> _Task brief_: Go through the records and show each line where the word "canvas" occurs.

Segment Start: Input material

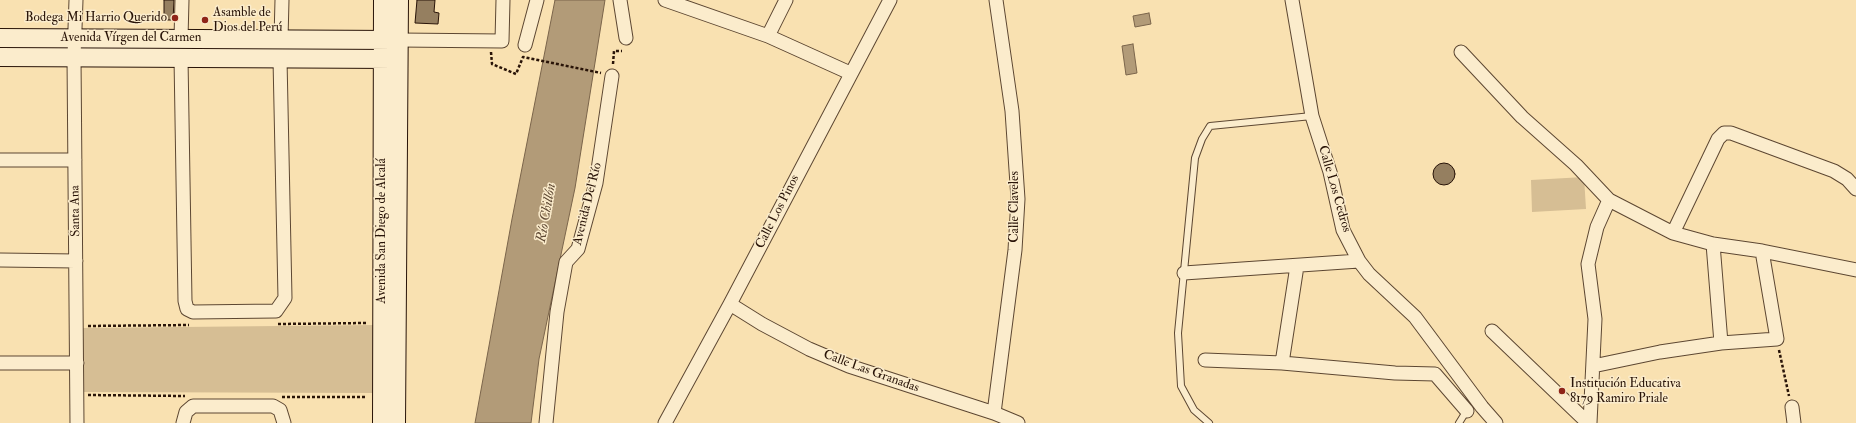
<!DOCTYPE html>
<html>
<head>
<meta charset="utf-8">
<style>
  body { margin:0 }
  canvas { display:block; background:#f9e1b1 }
</style>
</head>
<body>
<canvas width="1856" height="423"></canvas>
<script>
const ctx = document.querySelector('canvas').getContext('2d');
ctx.lineJoin = 'round';
function fillPath(path, color) {
  ctx.fillStyle = color;
  ctx.fill(path, 'evenodd');
}
function toPath(rows) {
  const path = new Path2D();
  for (const r of rows) {
    if (r.length === 3) {
      path.moveTo(r[0] + r[2], r[1]);
      path.arc(r[0], r[1], r[2], 0, 2 * Math.PI);
      continue;
    }
    path.moveTo(r[0], r[1]);
    for (let i = 2; i < r.length; i += 2) path.lineTo(r[i], r[i + 1]);
  }
  return path;
}
function trace(path, color, width, dash) {
  ctx.strokeStyle = color;
  ctx.lineWidth = width;
  ctx.lineCap = dash ? 'butt' : 'round';
  ctx.setLineDash(dash || []);
  ctx.stroke(path);
}
function write(font, color, halo, rows, align = 'center') {
  ctx.font = font + ' "IM FELL Double Pica",serif';
  ctx.lineWidth = 3;
  ctx.setLineDash([]);
  ctx.textBaseline = 'middle';
  ctx.strokeStyle = halo;
  ctx.fillStyle = color;
  for (const [text, x, y, turn = 0] of rows) {
    ctx.save();
    ctx.translate(x, y);
    ctx.rotate((+turn || 0) * Math.PI / 180);
    ctx.textAlign = isNaN(turn) ? turn : align;
    if (halo) ctx.strokeText(text, 0, 0);
    ctx.fillText(text, 0, 0);
    ctx.restore();
  }
}
fillPath(toPath([
  [1584,177,1586,209,1532,212,1531,180],
  [377,325,376,393,82,392,83,328]
]), '#d6be94');
const water = toPath([
  [555,0,605,0,575,188,539,359,531,423,475,423,512,219,555,0],
  [1149,13,1151,24,1135,27,1133,16,1149,13],
  [1133,44,1137,73,1126,75,1122,46,1133,44]
]);
fillPath(water, '#b29b78');
trace(water, '#7b654b', 1);
const building = toPath([
  [164,0,174,0,173,20,164,20,164,0],
  [417,0,435,0,434,12,439,13,438,24,415,23,417,0],
  [1444,174,11]
]);
fillPath(building, '#957f60');
trace(building, '#291408', 1);
const lane = toPath([
  [1209,423,1194,410,1181,386,1178,333,1195,158,1202,139,1210,126,1312,116],
  [1459,423,1467,410]
]);
const street = toPath([
  [76,0,74,57,77,423],
  [620,0,626,38],
  [665,0,768,36,850,73],
  [1292,0,1312,116,1330,172,1343,230,1359,261,1369,274,1415,317,1482,407,1496,423],
  [768,36,786,0],
  [181,38,182,0],
  [281,39,282,0],
  [399,40,502,41,503,0],
  [525,45,537,0],
  [1461,52,1522,117,1576,165,1609,200,1673,233,1713,244,1762,251,1856,270],
  [181,58,185,301,187,309,193,312,276,311,285,298,280,59],
  [0,160,75,160],
  [1673,233,1718,139,1724,133,1731,133,1834,171,1847,179,1856,189],
  [1713,244,1721,343],
  [0,260,76,261],
  [1184,273,1359,261],
  [730,304,762,324,809,349,849,366,994,413,1018,423],
  [1492,331,1588,423],
  [1205,360,1282,363,1395,373,1435,374,1467,411],
  [0,363,77,363],
  [1282,363,1297,266],
  [1593,366,1660,352,1721,343,1777,339,1762,251],
  [1792,407,1794,423],
  [994,413,1015,250,1018,199,1012,111,996,0],
  [183,423,186,412,193,406,273,406,280,410,284,423],
  [546,423,557,312,566,262,578,249,596,183,612,76],
  [665,423,730,304,890,0],
  [1590,423,1595,319,1588,264,1597,227,1609,200]
]);
const secondary = toPath([
  [0,38,394,40],
  [0,57,394,59],
  [382,423,383,0],
  [396,423,399,0]
]);
trace(lane, '#5d4732', 8);
trace(street, '#5d4732', 15);
trace(secondary, '#291408', 20);
trace(toPath([
  [491,52,492,64,516,74,523,57,601,73],
  [613,64,614,51,622,51],
  [278,324,367,323],
  [88,326,189,325],
  [1779,350,1789,396],
  [88,395,185,396],
  [282,397,367,397]
]), '#291408', 2.5, [3, 2]);
trace(lane, '#fbeccc', 6);
trace(street, '#fbeccc', 13);
trace(secondary, '#fbeccc', 18);
for (const [x, y, r, color] of [
  [175,18,4,"#8f2418"],
  [205,20,4,"#8f2418"],
  [1562,391,4,"#8f2418"]
]) {
  const dot = new Path2D();
  dot.arc(x, y, r, 0, 2 * Math.PI);
  ctx.fillStyle = color;
  ctx.fill(dot);
  trace(dot, '#fbeccc', 1.5);
}
write('13px', '#291408', '#fbeccc', [
  ["Asamble de",213,13],
  ["Dios del Perú",213,28],
  ["Bodega Mi Harrio Querido",167,18,"right"],
  ["Institución Educativa",1570,384],
  ["8179 Ramiro Priale",1570,399]
], 'left');
write('13px', '#291408', '#fbeccc', [
  ["Avenida Vírgen del Carmen",131,38],
  ["Calle Los Cedros",1334,189,74],
  ["Avenida Del Río",588,204,-76],
  ["Calle Claveles",1015,207,-90],
  ["Santa Ana",76,211,-91],
  ["Calle Los Pinos",778,212,-63],
  ["Avenida San Diego de Alcalá",382,231,-90],
  ["Calle Las Granadas",871,372,20]
]);
write('italic 14px', '#604a35', '#fbeccc', [
  ["Río Chillón",547,213,-80]
]);
</script>
</body>
</html>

Segment End: Input material

> _Exercise answer_:
  canvas { display:block; background:#f9e1b1 }
<canvas width="1856" height="423"></canvas>
const ctx = document.querySelector('canvas').getContext('2d');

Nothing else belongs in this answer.